Only Reliance Natural Resources Ltd (RNRL) and Reliance Infrastructure Ltd (R-Infra), through their advocate, attended the hearing on 2 August.
They had also sought inspection of documents and postponement of the hearing.
Others—Ambani (cited in the notice as chairman of RNRL, and chairman and managing director of R-Infra), and four executives, Satish Seth, vice-chairman of R-Infra, S.C. Gupta, J.P. Chalasani and Lalit Jalan, directors of R-Infra— didn’t appear for the hearing or respond to the show-cause notices.
An R-Adag spokesperson declined to comment for this story.
Sebi, on 2 August, again asked Ambani, RNRL, R-Infra and the four senior executives of R-Infra for explanations on the dealings by first inspecting the related documents kept with the regulator before 17 August, reply to the show-cause by 27 August and appear for a hearing on 3 September.
But the company, according to a senior Sebi official, has neither inspected the documents nor appeared for the hearing within the time frame given.
“Instead, an extension was sought by the company. We have given them up to a month’s time to reply to the show-cause and attend the hearing," the Sebi official told Mint on condition of anonymity as the matter is sensitive.
Deepak Sanchety, advocate for RNRL and R-Infra, and the company secretaries of the two firms, attended the hearing on 2 August.
“They agreed for an inspection only a few days back. They did not appear for a hearing on 3 September as they wanted an extension of the dates for the hearing and responding to the show-cause," said the Sebi official.
“We cannot just keep postponing the hearing indefinitely. They should reply to the show-cause notices and explain their stance within the next few weeks. If they fail to do so, we will decide if a binding order could be passed," added the official.
While responding to a show-cause, an entity can apply for a consent to dispose of a case. Such a consent can be granted by Sebi in lieu of a certain consent fee and/or by certain other penalties. Sebi’s order on consent can be further contested at the appellate tribunal.
Neither Sebi nor the company have provided details of the case, but an official familiar with the development said, “The bank account of the R-Adag companies with UBS was allegedly misused by some entities. The company had raised some debt overseas. More than what was raised through external borrowings were transferred to the company’s account and the dealings were done without the knowledge of the company."
The official did not want to be named as he is not authorized to speak to the media.
In 2009, government agencies investigated dealings by a less-known foreign institutional investor Pluri Emerging Companies that had bought participatory notes with RNRL and R-Infra stocks as the underlying securities.
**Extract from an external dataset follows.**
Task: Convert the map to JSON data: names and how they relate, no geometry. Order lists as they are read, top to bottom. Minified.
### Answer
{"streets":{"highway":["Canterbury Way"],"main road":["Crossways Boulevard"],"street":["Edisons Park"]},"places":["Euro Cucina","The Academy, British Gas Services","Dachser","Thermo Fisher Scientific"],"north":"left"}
The enforcement directorate (ED) probed Pluri for a series of allegedly fraudulent dealings, involving the siphoning of money from the UBS London branch accounts of two R-Adag firms.
The money in the UBS London accounts came from foreign loans, or external commercial borrowings (ECB), by R-Adag companies.
In a written reply to a query raised in the Rajya Sabha, the Union government had on 1 December 2009 said that three R-Adag firms—R-Infra, RNRL and Reliance Communications Ltd—had violated overseas debt norms.
In a written reply, minister of state for finance Namo Narain Meena had said end-use violations had been observed by the Reserve Bank of India (RBI) regarding two ECB transactions—of $360 million (Rs1,674 crore today) and $150 million—by R-Infra.
The company brought the proceeds raised through ECBs to India and these were not deployed for the declared end-use in violation of existing guidelines, he said.
RNRL had issued foreign currency convertible bonds worth $300 million for the purpose of pursuing projects under the automatic route. As much as $275 million was brought to India in May 2007 and was parked in debt mutual funds pending utilization.
Subsequently, in August 2008, an amount of Rs1,160 crore was invested in a wholly owned subsidiary in Singapore, the minister said.
Since the alleged transactions have a cross-border angle and since RBI does not have privileges of investigation, the issue had been referred to ED for investigation, the minister had said.
Aveek Datta contributed to this story.